-- Task data follows --

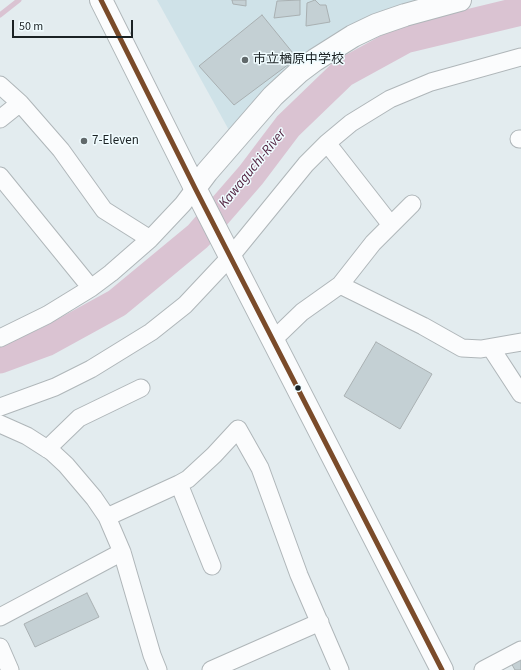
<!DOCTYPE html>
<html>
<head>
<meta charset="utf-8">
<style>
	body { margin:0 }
	#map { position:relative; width:521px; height:670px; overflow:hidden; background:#e3ecef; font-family:"Source Sans 3",sans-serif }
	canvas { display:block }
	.scale { position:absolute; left:12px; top:20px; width:121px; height:18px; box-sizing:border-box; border:2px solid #1b2224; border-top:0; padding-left:5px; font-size:12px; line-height:14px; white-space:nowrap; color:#1b2224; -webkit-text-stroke:3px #f0fcff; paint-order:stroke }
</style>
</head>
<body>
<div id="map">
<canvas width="521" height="670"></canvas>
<div class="scale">50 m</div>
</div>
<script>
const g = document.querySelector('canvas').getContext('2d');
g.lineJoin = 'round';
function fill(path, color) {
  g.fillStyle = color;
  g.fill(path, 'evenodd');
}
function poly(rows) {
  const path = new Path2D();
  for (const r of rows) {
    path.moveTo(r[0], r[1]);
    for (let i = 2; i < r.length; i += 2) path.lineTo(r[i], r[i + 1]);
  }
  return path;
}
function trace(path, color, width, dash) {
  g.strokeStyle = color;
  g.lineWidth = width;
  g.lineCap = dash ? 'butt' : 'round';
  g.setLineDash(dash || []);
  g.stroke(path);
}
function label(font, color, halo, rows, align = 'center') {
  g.font = font + ' "Source Sans 3","Noto Sans JP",sans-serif';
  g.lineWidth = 3;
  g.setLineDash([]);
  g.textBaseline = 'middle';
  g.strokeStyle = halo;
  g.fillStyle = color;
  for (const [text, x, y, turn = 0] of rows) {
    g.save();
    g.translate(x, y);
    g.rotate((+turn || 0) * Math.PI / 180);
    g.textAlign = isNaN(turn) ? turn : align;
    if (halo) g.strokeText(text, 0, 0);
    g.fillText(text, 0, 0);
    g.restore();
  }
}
fill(poly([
	[157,0,421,0,230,132]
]), '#cfe2e8');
trace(poly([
	[0,15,19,0]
]), '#dac3d2', 5);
trace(poly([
	[0,359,46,342,117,303,198,236,251,175,288,126,343,73,405,39,521,11]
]), '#dac3d2', 29);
const building = poly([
	[232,0,246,0,246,6,233,4,232,0],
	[300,0,300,15,274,18,277,1,300,0],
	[315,0,320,5,326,5,330,22,306,26,307,3,315,0],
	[262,15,297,58,234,105,199,66,262,15],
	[376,342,432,374,400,429,344,396,376,342],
	[87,593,99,617,35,647,24,624,87,593],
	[521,654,521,670,515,670,510,661,521,654]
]);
fill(building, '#c4d0d4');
trace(building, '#a9b0b2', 1);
const street = poly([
	[0,85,20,103,61,150,104,210,150,239],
	[0,119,20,103],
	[519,139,521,139],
	[327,143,391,225],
	[0,176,91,288],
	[340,285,373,243,412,204],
	[0,338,47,315,91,288,111,273,150,239,183,204,195,188],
	[273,340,302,312,340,285,423,326,462,348,481,349,521,342],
	[491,348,521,394],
	[0,407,55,387,91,369,151,332,185,305,231,256,306,164,327,143,351,123,390,99,431,82,521,57],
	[0,424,27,436,52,452,66,465,94,498,107,517,122,552,152,655,158,670],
	[47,449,79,418,141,388],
	[179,484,188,479,214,455,238,429,260,468,299,575,340,670],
	[107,517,179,484,212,566],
	[0,617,122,552],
	[0,647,10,670],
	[211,670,320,622],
	[483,670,521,650]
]);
const secondary = poly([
	[101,0,195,188,442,670],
	[195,188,207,172,273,96,299,72,315,60,353,36,376,25,405,15,460,0]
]);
trace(street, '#afb6b9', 19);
trace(secondary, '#afb6b9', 24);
trace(street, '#fbfcfd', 17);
trace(secondary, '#fbfcfd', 22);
trace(poly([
	[101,0,195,188,442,670]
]), '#7a4b2a', 5);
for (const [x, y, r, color] of [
	[245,60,4,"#61696b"],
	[84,141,4,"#61696b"],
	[298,388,3.5,"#1b2224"]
]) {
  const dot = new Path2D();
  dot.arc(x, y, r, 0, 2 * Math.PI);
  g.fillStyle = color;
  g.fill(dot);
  trace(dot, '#f0fcff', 1.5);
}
label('13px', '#1b2224', '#f0fcff', [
	["市立楢原中学校",253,60],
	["7-Eleven",92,141]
], 'left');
label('italic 14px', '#532442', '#f0fcff', [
	["Kawaguchi-River",253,169,-51]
]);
</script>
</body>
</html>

-- Task data concluded --

- _Problem requirements_
For each line of the material that contains "scale", return a copy.

- _Task response_
	.scale { position:absolute; left:12px; top:20px; width:121px; height:18px; box-sizing:border-box; border:2px solid #1b2224; border-top:0; padding-left:5px; font-size:12px; line-height:14px; white-space:nowrap; color:#1b2224; -webkit-text-stroke:3px #f0fcff; paint-order:stroke }
<div class="scale">50 m</div>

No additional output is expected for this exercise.